ところで、弊社MAC総合研究所は、2000年からの3年間、農林水産省受託研究で山形大学と共同で紫外線防御物質の研究を実施しました。その時に行った文献調査によって、陸生藍藻のイシクラゲに含まれる紫外線防御物質に、グルコサミンが結合していることがわかりました。また、イシクラゲには特有の物質「ノスツロン酸」を含有していることもわかりました。ノスツロン酸は、体内でヒアルロン酸やコンドロイチン硫酸に変換されると考えられています。さらに、イシクラゲには抗炎症作用のあるn-3系高度不飽和脂肪酸も多く含まれています。したがって、変形性膝関節症に対してこれらの成分による相乗効果が十分に期待されました。

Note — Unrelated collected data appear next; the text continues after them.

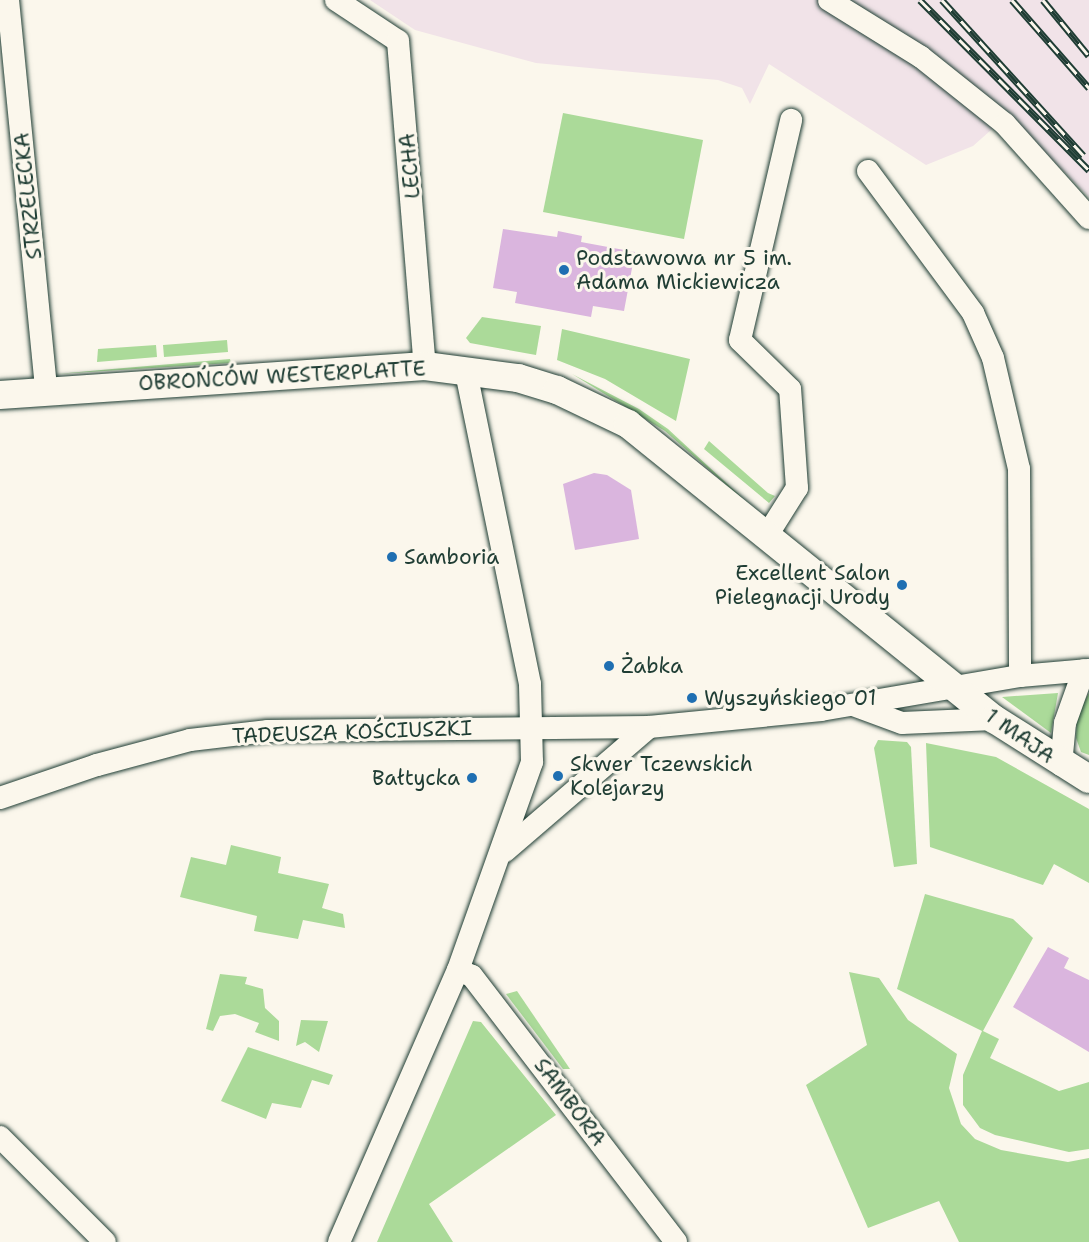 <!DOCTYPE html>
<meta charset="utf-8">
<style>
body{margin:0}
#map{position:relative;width:1089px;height:1242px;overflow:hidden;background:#fbf7ec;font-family:"Shantell Sans",sans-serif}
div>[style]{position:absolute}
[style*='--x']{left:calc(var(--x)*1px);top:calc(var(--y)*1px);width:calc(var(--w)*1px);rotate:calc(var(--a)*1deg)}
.built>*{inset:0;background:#f1e3e8}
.green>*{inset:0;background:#abda99}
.building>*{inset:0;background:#dab5de}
.roads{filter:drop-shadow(0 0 2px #1f3d34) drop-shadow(0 0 2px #1f3d34)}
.minor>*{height:22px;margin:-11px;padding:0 11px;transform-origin:11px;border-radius:11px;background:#fbf7ec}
.tertiary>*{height:28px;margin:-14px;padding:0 14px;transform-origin:14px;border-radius:14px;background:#fbf7ec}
.rail>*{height:7px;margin-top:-3.5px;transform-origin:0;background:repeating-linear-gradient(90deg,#fbf7ec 0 14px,#1f3d34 0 28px);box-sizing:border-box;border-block:2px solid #1f3d34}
.dots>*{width:16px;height:16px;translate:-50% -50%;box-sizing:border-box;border:3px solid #fbf7ec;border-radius:50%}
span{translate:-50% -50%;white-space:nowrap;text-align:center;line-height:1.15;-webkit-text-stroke:6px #fbf7ec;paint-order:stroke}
.street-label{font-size:21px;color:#1f3d34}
.poi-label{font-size:21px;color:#1f3d34}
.left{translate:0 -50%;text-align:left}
.right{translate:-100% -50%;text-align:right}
</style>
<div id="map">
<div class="built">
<div style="clip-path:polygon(370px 0,1089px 0,1089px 197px,1008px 115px,973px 146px,926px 165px,769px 64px,750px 104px,742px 88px,718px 80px,536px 63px,488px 50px,415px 30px)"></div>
</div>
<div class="green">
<div style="clip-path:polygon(563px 113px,703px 140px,684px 239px,543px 212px)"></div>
<div style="clip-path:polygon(482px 317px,541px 326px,536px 355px,470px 343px,466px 338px)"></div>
<div style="clip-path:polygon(562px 329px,690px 359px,676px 421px,605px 379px,557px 360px)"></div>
<div style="clip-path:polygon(227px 340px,228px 352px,164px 357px,163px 345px)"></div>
<div style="clip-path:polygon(156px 345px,157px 357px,97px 362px,98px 349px)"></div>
<div style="clip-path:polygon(230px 359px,231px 363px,57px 374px,112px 369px)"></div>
<div style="clip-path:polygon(572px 374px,639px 409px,668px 429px,763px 517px,665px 431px)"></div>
<div style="clip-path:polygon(709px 441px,768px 493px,775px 496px,769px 503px,704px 449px)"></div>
<div style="clip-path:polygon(1058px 693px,1051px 733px,1002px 697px)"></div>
<div style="clip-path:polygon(1089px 693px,1089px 755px,1081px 752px,1076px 738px,1077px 714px)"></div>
<div style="clip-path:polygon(878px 740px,907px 742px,911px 747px,917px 864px,894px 867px,874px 748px)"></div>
<div style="clip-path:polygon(926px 743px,996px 757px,1089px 809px,1089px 883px,1054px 864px,1043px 885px,930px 847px)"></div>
<div style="clip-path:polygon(231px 845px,281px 857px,278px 873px,329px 884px,322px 908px,343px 914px,345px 928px,303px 920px,298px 939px,254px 931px,257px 916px,180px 897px,191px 857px,226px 865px)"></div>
<div style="clip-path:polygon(925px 894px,1013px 919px,1033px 938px,983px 1031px,999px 1039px,990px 1058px,1059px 1091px,1089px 1082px,1089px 1149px,1069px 1152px,995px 1135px,980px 1128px,963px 1105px,963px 1075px,982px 1031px,897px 989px)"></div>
<div style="clip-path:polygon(849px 972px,879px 978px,908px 1020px,957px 1054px,949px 1088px,961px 1124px,975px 1139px,1001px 1150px,1068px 1162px,1089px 1158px,1089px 1242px,959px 1242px,939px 1201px,868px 1228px,806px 1085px,867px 1045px)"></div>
<div style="clip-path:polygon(220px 974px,247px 977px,245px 984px,263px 989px,265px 1008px,279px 1021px,279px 1041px,255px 1032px,259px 1023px,235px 1014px,220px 1016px,213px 1031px,206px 1029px)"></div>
<div style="clip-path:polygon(517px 991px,570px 1069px,563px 1069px,506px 994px)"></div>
<div style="clip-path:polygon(301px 1020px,328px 1021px,319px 1052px,305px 1042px,296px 1046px)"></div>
<div style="clip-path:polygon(473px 1021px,481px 1022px,556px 1115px,429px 1204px,453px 1242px,377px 1242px)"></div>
<div style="clip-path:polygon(248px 1047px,333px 1075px,329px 1085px,312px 1080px,301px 1108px,272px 1103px,266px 1119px,221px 1101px)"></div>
</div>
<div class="building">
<div style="clip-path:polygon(503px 229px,557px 237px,558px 231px,582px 236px,581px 242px,635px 252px,624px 311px,593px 306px,591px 317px,515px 303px,517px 292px,493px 288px)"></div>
<div style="clip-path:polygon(594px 473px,607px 475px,631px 490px,639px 539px,575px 550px,563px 484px)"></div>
<div style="clip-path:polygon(1048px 947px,1069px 958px,1064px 968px,1089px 980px,1089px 1052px,1013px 1007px)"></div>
</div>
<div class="roads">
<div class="minor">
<div style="--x:8;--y:0;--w:393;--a:84.4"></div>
<div style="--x:336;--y:0;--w:74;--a:33.5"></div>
<div style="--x:398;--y:41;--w:326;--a:85.3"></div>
<div style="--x:829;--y:0;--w:108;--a:31.8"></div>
<div style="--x:921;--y:57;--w:107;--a:38.6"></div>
<div style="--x:1005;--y:124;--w:126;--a:48.2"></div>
<div style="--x:868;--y:171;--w:177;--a:53.5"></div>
<div style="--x:973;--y:313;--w:49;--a:66"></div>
<div style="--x:993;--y:358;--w:114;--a:76.8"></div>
<div style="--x:1019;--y:469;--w:207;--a:89.7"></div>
<div style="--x:766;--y:537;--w:58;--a:-57.7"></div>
<div style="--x:797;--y:488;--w:99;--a:-94"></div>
<div style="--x:790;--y:389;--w:70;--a:-135.6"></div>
<div style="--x:740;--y:340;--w:226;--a:-76.9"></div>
<div style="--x:853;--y:705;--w:52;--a:20.2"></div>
<div style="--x:902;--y:723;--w:92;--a:-2.5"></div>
<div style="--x:1061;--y:765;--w:42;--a:-84.6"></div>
<div style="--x:1065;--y:723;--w:56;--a:-70.3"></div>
<div style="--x:0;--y:798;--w:102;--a:-18.8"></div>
<div style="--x:97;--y:765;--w:96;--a:-15"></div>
<div style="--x:190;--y:740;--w:79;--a:-6.6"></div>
<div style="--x:268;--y:731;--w:381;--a:-0.6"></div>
<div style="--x:649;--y:727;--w:173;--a:-5.6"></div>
<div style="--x:821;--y:710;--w:202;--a:-9.7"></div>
<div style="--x:1020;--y:676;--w:69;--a:-5"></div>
<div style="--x:505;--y:851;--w:190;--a:-40.7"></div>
<div style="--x:458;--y:970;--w:15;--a:23"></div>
<div style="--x:472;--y:976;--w:335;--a:52.5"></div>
<div style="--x:0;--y:1137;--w:148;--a:45"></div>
<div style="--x:339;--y:1242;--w:297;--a:-66.4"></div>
<div style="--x:458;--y:970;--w:221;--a:-70.4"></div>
<div style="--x:532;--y:762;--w:78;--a:-91.5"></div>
<div style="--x:530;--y:684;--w:319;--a:-101.6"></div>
</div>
<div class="tertiary">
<div style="--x:0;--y:395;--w:426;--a:-3.9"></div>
<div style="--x:425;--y:366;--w:94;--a:7.4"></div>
<div style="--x:518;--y:378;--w:41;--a:17.1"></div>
<div style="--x:557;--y:390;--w:79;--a:25.6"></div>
<div style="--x:628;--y:424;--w:470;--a:38.9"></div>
<div style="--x:994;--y:719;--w:112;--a:32.3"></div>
</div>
</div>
<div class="rail">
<div style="--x:920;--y:0;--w:240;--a:45.2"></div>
<div style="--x:942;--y:0;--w:210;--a:47.7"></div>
<div style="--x:1012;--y:0;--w:117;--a:48.8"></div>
<div style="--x:1043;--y:0;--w:72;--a:50.6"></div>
</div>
<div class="dots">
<div style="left:564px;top:270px;background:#1f6fb2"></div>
<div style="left:392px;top:557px;background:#1f6fb2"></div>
<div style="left:902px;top:585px;background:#1f6fb2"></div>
<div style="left:609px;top:666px;background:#1f6fb2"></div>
<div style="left:692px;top:698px;background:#1f6fb2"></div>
<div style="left:558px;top:776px;background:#1f6fb2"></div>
<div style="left:472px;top:778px;background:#1f6fb2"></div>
</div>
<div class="street-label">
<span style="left:410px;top:166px;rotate:-95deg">LECHA</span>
<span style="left:28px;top:196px;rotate:-96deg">STRZELECKA</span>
<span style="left:282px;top:376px;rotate:-3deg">OBROŃCÓW WESTERPLATTE</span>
<span style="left:352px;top:732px;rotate:-2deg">TADEUSZA KOŚCIUSZKI</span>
<span style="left:1020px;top:736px;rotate:35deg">1 MAJA</span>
<span style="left:570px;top:1102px;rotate:53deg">SAMBORA</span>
</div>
<div class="poi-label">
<span class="left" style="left:576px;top:270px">Podstawowa nr 5 im.<br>Adama Mickiewicza</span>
<span class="left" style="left:404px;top:557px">Samboria</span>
<span class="right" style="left:890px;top:585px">Excellent Salon<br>Pielegnacji Urody</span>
<span class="left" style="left:621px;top:666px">Żabka</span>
<span class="left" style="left:704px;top:698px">Wyszyńskiego 01</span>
<span class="left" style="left:570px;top:776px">Skwer Tczewskich<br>Kolejarzy</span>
<span class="right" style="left:460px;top:778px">Bałtycka</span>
</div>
</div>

そこで、2005年当時日本人の10人に一人が患っている変形性膝関節症に対して、少しでもお役に立てられるのではないかと、MAC総研の山口主任研究員が開発責任者となって、イシクラゲの上述の特徴を活かした「葛仙舞グルコサミン1000」を開発しました。おかげさまで、2005年12月の発売以来、多くの方にご愛飲いただき、また喜んでいただいております。
ところで、先々月(6月)下旬に、イシクラゲについての最新の文献調査をしたところ、今年になってアメリカ・ネブラスカ大学の研究グループが興味深い研究成果を発表していました(アメリカ栄養学術雑誌Nutrition Researchの2008年28巻)。

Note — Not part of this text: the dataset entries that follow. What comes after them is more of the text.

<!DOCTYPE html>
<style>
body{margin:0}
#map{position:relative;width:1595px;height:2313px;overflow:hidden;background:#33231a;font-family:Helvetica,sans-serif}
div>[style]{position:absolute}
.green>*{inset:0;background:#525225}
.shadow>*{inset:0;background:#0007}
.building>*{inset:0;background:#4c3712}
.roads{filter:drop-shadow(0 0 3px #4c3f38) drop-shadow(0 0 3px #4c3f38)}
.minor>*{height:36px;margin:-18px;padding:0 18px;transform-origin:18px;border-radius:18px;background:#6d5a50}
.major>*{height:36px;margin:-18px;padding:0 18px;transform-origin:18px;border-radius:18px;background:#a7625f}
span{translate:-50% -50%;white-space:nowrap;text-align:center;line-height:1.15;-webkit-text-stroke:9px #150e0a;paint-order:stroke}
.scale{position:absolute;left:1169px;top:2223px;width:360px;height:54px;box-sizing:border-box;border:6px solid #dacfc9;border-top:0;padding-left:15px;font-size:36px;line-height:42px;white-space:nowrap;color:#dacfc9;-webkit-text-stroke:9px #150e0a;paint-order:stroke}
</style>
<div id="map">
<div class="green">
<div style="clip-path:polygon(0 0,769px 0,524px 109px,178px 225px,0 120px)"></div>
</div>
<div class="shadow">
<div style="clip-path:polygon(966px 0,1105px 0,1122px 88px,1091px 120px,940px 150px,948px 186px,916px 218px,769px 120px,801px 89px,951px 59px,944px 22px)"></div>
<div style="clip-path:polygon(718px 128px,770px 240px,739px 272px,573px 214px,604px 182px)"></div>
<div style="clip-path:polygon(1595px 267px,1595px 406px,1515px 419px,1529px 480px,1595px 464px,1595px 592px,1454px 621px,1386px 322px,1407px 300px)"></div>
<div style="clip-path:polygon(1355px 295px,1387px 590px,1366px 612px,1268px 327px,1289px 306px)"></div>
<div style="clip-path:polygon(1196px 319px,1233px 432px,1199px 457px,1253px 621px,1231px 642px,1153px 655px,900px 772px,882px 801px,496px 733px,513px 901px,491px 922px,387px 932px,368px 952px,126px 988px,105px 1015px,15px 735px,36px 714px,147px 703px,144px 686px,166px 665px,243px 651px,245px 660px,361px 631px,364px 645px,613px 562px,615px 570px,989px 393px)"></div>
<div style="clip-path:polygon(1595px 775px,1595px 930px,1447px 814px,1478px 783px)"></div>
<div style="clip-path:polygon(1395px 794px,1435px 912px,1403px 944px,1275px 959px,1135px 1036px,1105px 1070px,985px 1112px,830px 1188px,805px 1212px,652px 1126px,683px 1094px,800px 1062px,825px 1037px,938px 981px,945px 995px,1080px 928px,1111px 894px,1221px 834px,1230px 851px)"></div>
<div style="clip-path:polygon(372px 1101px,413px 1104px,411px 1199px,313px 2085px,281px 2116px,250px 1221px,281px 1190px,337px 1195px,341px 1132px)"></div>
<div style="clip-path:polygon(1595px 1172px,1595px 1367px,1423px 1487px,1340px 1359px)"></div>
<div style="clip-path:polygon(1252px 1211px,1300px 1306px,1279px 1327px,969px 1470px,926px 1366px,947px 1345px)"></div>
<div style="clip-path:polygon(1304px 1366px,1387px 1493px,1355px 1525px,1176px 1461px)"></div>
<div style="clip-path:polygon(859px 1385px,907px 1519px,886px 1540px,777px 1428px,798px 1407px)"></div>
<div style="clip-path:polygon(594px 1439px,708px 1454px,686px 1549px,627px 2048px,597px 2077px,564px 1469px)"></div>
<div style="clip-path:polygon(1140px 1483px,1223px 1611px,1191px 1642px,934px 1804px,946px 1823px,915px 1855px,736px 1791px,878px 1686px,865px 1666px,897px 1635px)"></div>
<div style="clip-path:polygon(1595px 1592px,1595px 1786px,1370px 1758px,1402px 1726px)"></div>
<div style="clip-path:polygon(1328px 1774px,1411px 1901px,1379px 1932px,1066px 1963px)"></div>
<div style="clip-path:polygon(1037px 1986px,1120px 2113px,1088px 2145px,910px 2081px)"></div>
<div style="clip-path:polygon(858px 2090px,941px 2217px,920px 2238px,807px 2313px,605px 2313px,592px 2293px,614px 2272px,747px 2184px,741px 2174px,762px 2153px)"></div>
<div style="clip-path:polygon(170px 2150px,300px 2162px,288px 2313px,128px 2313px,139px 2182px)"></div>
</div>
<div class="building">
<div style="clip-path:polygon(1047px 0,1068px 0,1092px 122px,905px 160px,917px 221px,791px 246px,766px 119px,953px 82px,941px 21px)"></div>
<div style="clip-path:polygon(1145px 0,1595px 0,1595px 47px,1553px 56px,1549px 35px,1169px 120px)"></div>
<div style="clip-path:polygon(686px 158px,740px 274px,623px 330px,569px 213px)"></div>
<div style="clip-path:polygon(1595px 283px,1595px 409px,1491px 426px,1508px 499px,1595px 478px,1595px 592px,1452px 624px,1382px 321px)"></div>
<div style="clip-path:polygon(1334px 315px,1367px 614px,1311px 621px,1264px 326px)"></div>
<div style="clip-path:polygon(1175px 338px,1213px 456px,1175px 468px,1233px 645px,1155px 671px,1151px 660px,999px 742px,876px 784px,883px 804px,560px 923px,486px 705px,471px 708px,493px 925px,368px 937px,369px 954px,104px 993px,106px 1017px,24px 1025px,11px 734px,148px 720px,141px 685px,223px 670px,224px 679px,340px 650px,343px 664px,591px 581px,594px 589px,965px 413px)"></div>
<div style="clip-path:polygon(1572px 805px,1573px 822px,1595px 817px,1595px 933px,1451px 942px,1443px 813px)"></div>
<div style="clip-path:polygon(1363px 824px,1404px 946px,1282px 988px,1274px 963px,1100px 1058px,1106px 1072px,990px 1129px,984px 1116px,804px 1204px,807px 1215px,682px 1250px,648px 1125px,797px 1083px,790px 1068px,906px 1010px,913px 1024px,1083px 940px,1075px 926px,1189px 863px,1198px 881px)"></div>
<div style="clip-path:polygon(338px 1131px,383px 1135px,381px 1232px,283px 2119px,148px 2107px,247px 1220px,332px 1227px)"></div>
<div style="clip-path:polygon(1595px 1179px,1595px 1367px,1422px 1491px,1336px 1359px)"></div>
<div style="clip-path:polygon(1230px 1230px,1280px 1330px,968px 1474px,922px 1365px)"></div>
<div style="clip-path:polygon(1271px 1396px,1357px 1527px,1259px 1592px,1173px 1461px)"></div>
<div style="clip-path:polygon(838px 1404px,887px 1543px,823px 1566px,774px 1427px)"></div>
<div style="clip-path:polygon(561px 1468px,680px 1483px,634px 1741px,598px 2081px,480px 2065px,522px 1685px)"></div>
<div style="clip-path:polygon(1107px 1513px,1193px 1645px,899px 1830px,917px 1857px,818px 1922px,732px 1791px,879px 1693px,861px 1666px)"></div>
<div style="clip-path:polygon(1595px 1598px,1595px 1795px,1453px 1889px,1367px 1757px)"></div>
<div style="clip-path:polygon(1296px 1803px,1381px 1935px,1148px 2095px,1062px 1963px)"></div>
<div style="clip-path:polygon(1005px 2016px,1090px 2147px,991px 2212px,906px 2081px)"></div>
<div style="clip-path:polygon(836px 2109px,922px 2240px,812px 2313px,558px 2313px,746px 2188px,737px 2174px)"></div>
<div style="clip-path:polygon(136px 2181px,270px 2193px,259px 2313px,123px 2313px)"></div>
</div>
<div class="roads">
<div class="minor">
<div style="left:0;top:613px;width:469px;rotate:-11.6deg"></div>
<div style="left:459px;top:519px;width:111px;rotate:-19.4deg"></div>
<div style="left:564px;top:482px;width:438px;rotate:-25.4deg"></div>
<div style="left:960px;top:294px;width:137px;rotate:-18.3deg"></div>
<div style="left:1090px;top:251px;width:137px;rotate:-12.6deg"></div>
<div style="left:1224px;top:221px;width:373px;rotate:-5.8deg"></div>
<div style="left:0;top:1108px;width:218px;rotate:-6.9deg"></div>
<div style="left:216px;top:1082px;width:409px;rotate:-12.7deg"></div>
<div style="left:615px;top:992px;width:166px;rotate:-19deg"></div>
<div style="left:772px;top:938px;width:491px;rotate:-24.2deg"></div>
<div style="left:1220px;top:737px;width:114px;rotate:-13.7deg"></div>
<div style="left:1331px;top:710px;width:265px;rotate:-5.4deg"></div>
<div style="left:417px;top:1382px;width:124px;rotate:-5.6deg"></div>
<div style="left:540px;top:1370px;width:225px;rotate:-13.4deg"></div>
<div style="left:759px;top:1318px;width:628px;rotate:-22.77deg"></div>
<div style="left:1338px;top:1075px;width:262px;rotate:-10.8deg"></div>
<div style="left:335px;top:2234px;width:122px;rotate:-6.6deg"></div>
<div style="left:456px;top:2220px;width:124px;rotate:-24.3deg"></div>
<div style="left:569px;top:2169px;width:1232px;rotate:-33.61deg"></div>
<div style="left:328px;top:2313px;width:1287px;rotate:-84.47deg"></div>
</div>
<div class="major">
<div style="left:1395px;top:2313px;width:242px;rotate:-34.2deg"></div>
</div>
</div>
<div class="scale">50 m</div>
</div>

余談ですが、電子メールは便利です。早速、研究者にメールでこの論文を依頼し、その後もこの研究成果についての質問など数回にわたってメールのやり取りをしました。昔はすべて郵便(エアメール)だったので時間がかかりました。メールは本当にありがたいです。
さて、この論文の研究内容ですが、イシクラゲの抗炎症作用を検討したものでした。イシクラゲの脂溶性抽出物(油に溶けやすい成分を取り出したもの)に抗炎症作用が認められました。この抽出物中には上述のn-3系高度不飽和脂肪酸も含まれています。そこで、抽出物に含まれるこの脂肪酸だけで調べたところやはり抗炎症作用はありましたが、イシクラゲ抽出物の抗炎症作用を説明できるだけの作用(活性)はありませんでした。つまり、イシクラゲには、n-3系高度不飽和脂肪酸の他に、抗炎症作用をもつ別の成分が含まれているという事です。さらに、その作用機作を調べたところ、炎症誘発遺伝子の発現を抑えることが解りました。n-3系高度不飽和脂肪酸は炎症惹起物質ができるのを抑えるので、まったく違った作用機作であることもわかりました。ネブラスカ大学の研究グループでは、今後この抗炎症作用成分を特定してゆくつもりだとのことでした。
難しいことはさておいて、新しく解明されたイシクラゲのこの抗炎症作用が、葛仙舞グルコサミン1000の優秀性をさらに証明するものとなり、強く自信を持ちました。それと同時に、マイクロアルジェの生理作用はまだまだ未解明の部分がたくさんあるのだということを改めて認識しました。
無限の可能性を秘めたマイクロアルジェは21世紀の宝だと思っています。